Como o Covid-19 está a transformar as Semanas de Moda em todo o mundo

by Liam Hess

 

De Xangai a Lagos, as mentes inovadoras da Moda estão a procurar novas formas de promover a indústria local – e os “Big Four” deviam ter os olhos postos nisso. 

A final do desfile primavera/verão da Fendi ©Getty Images

Em fevereiro, à medida que Milão se encontrava no epicentro do primeiro surto ocidental do Covid-19, a Semana de Moda feminina que acontece duas vezes por ano na cidade estava a chegar ao fim. Apesar do vírus ainda não ter sido considerado como uma pandemia nessa altura, muitos começaram a reconhecer a ameaça que o mesmo representava para a indústria da Moda italiana, com os buyers e editores, em especial aqueles vindos do mercado lucrativo da Ásia, a afastarem-se. O mais interessante, talvez, foi a resposta rápida para ajustar o formato tradicional dos desfiles. Enquanto alguns optaram por não mostrar as suas coleções, outros, como Giorgio Armani, escolheram fazer um live-stream dos seus desfiles, sem uma audiência física. 
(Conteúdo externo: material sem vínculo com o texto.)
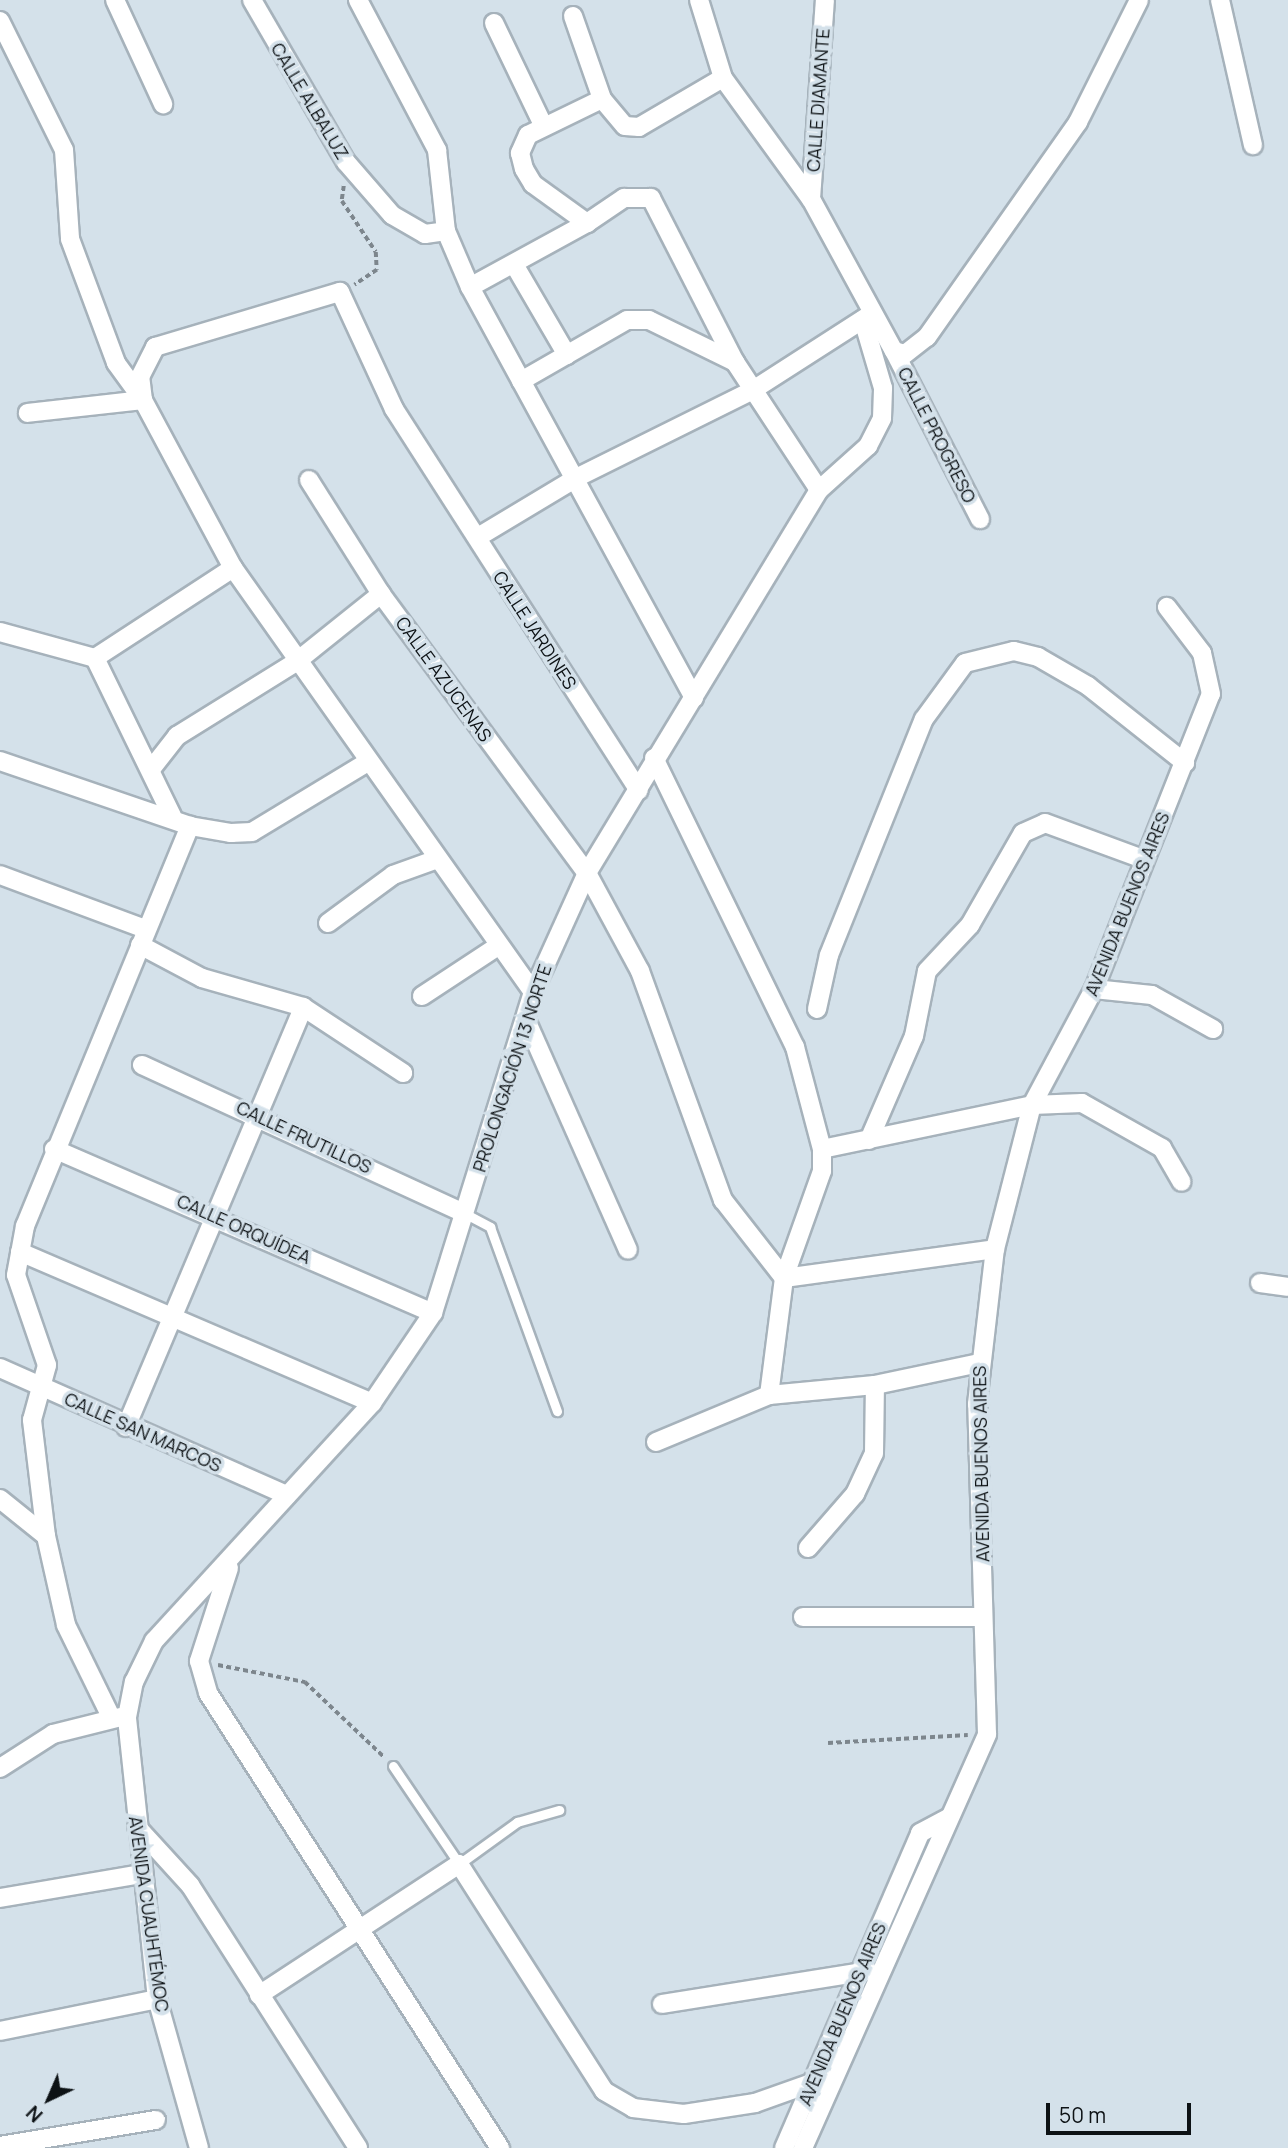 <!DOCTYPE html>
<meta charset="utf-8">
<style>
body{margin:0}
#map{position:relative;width:1288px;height:2148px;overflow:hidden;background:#d4e1ea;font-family:Manrope,sans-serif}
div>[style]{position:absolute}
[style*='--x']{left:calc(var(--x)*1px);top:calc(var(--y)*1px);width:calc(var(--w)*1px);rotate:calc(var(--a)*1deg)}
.path>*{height:3.5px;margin-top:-1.75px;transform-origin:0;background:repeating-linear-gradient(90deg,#7d868d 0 5px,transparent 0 8.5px)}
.roads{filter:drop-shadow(2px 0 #a6b2bb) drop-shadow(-2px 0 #a6b2bb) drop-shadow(0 2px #a6b2bb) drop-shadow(0 -2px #a6b2bb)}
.service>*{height:9px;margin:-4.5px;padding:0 4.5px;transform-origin:4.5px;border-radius:4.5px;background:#fff}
.minor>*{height:18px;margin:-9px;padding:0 9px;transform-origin:9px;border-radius:9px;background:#fff}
span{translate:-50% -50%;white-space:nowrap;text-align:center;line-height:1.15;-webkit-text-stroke:7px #d4e1ea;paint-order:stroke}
.street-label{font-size:18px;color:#0d1215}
.north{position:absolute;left:14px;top:2064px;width:70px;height:70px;-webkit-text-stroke:5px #d4e1ea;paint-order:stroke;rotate:224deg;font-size:19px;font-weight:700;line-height:28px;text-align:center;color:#0d1215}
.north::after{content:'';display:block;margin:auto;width:24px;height:32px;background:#0d1215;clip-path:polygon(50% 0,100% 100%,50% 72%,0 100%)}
.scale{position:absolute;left:1046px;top:2103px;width:145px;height:32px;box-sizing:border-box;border:4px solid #0d1215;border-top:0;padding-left:9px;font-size:21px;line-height:24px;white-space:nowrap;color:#0d1215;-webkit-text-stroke:5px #d4e1ea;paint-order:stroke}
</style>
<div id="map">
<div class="path">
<i style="--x:344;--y:186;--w:15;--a:98"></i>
<i style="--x:342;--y:201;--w:61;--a:56.3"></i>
<i style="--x:376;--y:252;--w:18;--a:87"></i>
<i style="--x:377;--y:270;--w:27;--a:146"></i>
<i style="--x:218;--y:1665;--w:89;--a:11.1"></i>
<i style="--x:305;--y:1682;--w:110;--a:43.5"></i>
<i style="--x:828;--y:1743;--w:140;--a:-3.3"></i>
</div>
<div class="roads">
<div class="service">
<i style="--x:464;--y:1213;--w:30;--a:28"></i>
<i style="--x:490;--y:1227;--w:196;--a:70"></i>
<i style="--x:393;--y:1766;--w:118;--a:56"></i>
<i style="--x:459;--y:1864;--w:72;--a:-35.9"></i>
<i style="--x:517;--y:1822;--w:44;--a:-15.9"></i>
</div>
<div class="minor">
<i style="--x:115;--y:0;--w:115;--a:65.2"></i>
<i style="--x:252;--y:0;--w:187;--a:59.9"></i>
<i style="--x:346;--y:162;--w:70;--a:49"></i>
<i style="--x:392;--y:215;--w:38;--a:30"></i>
<i style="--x:425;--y:234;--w:21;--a:-8"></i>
<i style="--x:358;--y:0;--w:170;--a:62.2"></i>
<i style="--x:437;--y:150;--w:81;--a:83.7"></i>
<i style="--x:446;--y:231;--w:61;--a:66.8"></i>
<i style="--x:470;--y:287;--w:468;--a:61.4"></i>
<i style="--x:699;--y:0;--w:82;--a:72.9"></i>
<i style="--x:723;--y:78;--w:150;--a:54"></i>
<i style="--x:811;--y:199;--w:173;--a:61.4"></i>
<i style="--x:894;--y:351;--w:11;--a:15"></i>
<i style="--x:905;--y:354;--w:28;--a:-38"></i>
<i style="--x:927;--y:337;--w:263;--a:-54.9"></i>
<i style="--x:1078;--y:122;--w:136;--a:-63.4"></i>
<i style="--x:1220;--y:0;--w:149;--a:77.2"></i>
<i style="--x:573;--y:16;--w:88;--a:70.7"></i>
<i style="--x:602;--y:99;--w:35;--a:50"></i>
<i style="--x:625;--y:126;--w:14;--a:4"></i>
<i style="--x:639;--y:127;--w:97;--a:-30.3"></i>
<i style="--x:0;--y:21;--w:144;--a:63.6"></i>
<i style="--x:64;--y:150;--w:89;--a:86.1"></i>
<i style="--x:70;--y:239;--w:132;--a:69.6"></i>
<i style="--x:116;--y:363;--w:46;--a:53.9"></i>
<i style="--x:143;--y:400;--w:116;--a:173.6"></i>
<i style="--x:494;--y:23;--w:115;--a:64.3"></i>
<i style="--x:602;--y:99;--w:82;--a:154.1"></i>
<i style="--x:528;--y:135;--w:20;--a:114"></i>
<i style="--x:520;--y:153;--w:16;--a:76"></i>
<i style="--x:524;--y:169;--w:17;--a:59"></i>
<i style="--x:533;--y:184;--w:67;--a:35.8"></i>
<i style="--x:587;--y:223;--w:45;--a:-34"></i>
<i style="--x:624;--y:198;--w:27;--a:0"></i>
<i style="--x:651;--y:198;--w:184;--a:62.9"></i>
<i style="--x:811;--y:199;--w:199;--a:-86"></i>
<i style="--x:515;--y:266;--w:103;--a:59.7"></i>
<i style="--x:470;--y:287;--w:133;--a:-28.7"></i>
<i style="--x:894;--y:351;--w:189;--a:62.9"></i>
<i style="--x:521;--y:381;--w:122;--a:-29.9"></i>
<i style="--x:627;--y:320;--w:22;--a:0"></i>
<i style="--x:649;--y:320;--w:96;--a:26"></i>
<i style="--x:735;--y:362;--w:153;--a:56.7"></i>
<i style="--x:309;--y:480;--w:135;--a:57.7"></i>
<i style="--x:381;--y:594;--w:347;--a:53.6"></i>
<i style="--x:587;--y:873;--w:111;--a:61.6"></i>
<i style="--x:640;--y:971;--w:244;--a:70.1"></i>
<i style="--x:723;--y:1200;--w:99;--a:52"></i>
<i style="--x:784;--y:1278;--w:213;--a:-7.8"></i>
<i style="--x:478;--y:537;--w:117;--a:-31"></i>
<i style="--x:578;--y:477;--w:195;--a:-26.4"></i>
<i style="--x:753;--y:390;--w:139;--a:-32.7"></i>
<i style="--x:0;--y:632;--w:98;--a:15.3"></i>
<i style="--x:95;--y:658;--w:165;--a:-33.1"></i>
<i style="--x:95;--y:658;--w:176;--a:64"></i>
<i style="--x:654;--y:758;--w:322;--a:64"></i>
<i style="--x:795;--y:1047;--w:106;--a:75.2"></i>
<i style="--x:822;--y:1149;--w:22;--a:90"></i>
<i style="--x:822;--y:1171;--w:114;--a:109.6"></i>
<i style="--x:784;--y:1278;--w:118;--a:97.3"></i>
<i style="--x:0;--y:761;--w:201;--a:18.9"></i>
<i style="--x:190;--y:826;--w:42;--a:9.7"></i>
<i style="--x:231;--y:833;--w:21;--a:-3"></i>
<i style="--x:252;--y:832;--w:133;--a:-31.2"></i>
<i style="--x:152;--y:768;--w:41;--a:-52"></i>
<i style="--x:177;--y:736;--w:140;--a:-31.9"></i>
<i style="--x:296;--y:662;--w:109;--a:-38.7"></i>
<i style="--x:0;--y:875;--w:155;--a:20.4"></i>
<i style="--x:328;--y:923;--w:81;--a:-36.4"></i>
<i style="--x:393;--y:875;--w:45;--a:-19.7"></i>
<i style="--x:140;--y:945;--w:70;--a:28"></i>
<i style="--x:202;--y:978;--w:105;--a:16"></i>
<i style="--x:303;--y:1007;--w:120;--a:33.4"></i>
<i style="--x:1094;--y:989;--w:58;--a:5.9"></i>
<i style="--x:1152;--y:995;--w:70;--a:29.1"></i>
<i style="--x:533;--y:992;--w:519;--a:-125.28"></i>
<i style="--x:233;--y:568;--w:191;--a:-118.2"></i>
<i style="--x:143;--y:400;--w:23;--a:-97"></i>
<i style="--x:140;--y:377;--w:34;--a:-63"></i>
<i style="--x:155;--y:347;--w:193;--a:-16.6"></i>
<i style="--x:340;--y:292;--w:129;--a:65.2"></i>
<i style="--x:394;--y:409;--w:453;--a:57.3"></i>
<i style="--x:422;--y:996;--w:91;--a:-33.3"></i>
<i style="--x:817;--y:1009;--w:55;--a:-77.5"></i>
<i style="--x:829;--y:955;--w:254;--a:-68.1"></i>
<i style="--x:924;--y:719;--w:69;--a:-53.8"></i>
<i style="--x:965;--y:663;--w:50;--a:-13.8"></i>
<i style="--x:1014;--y:651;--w:25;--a:14"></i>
<i style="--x:1038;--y:657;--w:58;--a:30.1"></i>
<i style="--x:1088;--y:686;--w:124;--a:38.4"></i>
<i style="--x:527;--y:1022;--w:249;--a:66.1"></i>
<i style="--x:142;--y:1065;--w:354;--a:24.7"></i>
<i style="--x:869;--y:1140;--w:113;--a:-66.6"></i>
<i style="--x:914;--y:1036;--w:66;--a:-78.7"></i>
<i style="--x:927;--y:971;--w:63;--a:-46.9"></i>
<i style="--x:970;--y:925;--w:106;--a:-60.1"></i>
<i style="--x:1023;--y:833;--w:24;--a:-24"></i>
<i style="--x:1045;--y:823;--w:104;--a:20.2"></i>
<i style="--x:54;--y:1149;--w:413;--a:23.4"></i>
<i style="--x:822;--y:1149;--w:215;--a:-11.8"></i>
<i style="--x:1032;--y:1105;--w:50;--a:-2.3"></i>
<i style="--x:1082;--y:1103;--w:92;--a:29.4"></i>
<i style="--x:1162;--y:1148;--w:39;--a:60"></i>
<i style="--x:20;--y:1252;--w:383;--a:23.2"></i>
<i style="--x:1260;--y:1283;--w:28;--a:8"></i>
<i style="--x:0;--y:1368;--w:314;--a:23.9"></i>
<i style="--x:126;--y:1427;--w:456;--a:-67.1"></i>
<i style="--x:656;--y:1442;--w:122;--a:-22.6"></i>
<i style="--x:769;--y:1395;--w:106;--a:-5.4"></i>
<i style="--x:875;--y:1385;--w:106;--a:-11.9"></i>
<i style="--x:0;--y:1499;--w:59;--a:38.8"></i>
<i style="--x:46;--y:1536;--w:91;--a:77.3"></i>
<i style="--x:66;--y:1625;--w:100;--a:63.9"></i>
<i style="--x:46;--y:1536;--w:117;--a:-96.9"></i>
<i style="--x:32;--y:1420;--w:57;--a:-74.7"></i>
<i style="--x:47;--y:1365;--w:95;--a:-109"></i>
<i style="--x:16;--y:1275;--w:50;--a:-79.6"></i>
<i style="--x:25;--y:1226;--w:433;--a:-67.6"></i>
<i style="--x:808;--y:1548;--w:72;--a:-49"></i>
<i style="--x:855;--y:1494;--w:45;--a:-65.1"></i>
<i style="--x:874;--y:1453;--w:68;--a:-89.2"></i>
<i style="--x:229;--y:1568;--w:98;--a:107.9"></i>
<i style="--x:199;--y:1661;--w:33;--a:74"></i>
<i style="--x:208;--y:1693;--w:541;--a:57.31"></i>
<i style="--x:803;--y:1617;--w:180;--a:0"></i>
<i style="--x:0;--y:1768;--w:63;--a:-32.7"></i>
<i style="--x:53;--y:1734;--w:70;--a:-14"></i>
<i style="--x:137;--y:1827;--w:79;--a:47.6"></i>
<i style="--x:190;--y:1885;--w:312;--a:57.4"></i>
<i style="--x:0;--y:1898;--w:144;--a:-9.6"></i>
<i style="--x:259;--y:1995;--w:239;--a:-33.2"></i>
<i style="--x:459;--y:1864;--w:269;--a:57.4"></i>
<i style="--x:604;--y:2091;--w:34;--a:30"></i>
<i style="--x:633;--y:2108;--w:51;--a:6.7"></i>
<i style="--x:684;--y:2114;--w:72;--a:-8.8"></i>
<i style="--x:755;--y:2103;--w:63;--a:-19.6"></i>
<i style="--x:662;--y:2004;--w:209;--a:-9.1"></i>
<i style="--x:0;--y:2031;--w:160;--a:-11.5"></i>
<i style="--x:0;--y:2146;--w:158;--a:-9.5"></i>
<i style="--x:199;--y:2148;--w:155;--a:-105.7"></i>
<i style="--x:157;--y:1999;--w:284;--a:-96.1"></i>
<i style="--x:127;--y:1717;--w:36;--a:-79"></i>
<i style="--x:134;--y:1682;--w:46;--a:-64"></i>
<i style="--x:154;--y:1641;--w:323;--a:-47.5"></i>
<i style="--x:372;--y:1403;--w:109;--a:-55.9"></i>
<i style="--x:433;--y:1313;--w:336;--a:-72.7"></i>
<i style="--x:533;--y:992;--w:131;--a:-65.6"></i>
<i style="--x:587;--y:873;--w:448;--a:-58.8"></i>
<i style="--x:819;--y:490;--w:66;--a:-41.9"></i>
<i style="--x:868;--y:446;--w:31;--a:-63"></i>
<i style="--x:882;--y:418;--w:30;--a:-88"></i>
<i style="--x:883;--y:388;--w:71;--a:-106.4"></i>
<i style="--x:784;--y:2148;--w:343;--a:-66.6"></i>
<i style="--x:920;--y:1833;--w:32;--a:-28"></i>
<i style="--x:803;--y:2148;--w:453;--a:-66"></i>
<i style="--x:987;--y:1734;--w:330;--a:-91.7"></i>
<i style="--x:977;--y:1404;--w:156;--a:-83.4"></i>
<i style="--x:995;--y:1249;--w:149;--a:-75.6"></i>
<i style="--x:1032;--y:1105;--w:132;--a:-61.9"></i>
<i style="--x:1094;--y:989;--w:317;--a:-68.4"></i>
<i style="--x:1211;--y:694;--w:42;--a:-102.4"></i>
<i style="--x:1202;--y:653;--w:58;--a:-127.3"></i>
</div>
</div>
<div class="street-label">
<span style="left:818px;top:100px;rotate:-86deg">CALLE DIAMANTE</span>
<span style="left:310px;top:101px;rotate:59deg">CALLE ALBALUZ</span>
<span style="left:937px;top:435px;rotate:63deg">CALLE PROGRESO</span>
<span style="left:535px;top:630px;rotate:57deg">CALLE JARDINES</span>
<span style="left:444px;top:679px;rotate:54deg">CALLE AZUCENAS</span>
<span style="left:1127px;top:904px;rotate:-68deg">AVENIDA BUENOS AIRES</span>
<span style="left:512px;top:1068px;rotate:-72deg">PROLONGACIÓN 13 NORTE</span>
<span style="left:304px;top:1137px;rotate:25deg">CALLE FRUTILLOS</span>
<span style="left:244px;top:1229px;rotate:24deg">CALLE ORQUÍDEA</span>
<span style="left:143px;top:1432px;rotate:24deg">CALLE SAN MARCOS</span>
<span style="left:981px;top:1464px;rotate:-91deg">AVENIDA BUENOS AIRES</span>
<span style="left:149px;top:1914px;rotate:82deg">AVENIDA CUAUHTÉMOC</span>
<span style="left:842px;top:2014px;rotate:-67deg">AVENIDA BUENOS AIRES</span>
</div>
<div class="north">N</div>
<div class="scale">50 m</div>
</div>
Nas semanas que se seguiram, a situação escalou de uma forma tão dramática que os desfiles planeados para os próximos meses estão agora a ser cancelados ou reagendados. A lista inclui os espetáculos teatrais que são os desfiles cruise anuais, nos quais marcas como Chanel, Gucci e Louis Vuitton voam uma pequena armada de imprensa e buyers para localizações longínquas, onde mostram as suas criações com cenários impressionantes como pano de fundo. 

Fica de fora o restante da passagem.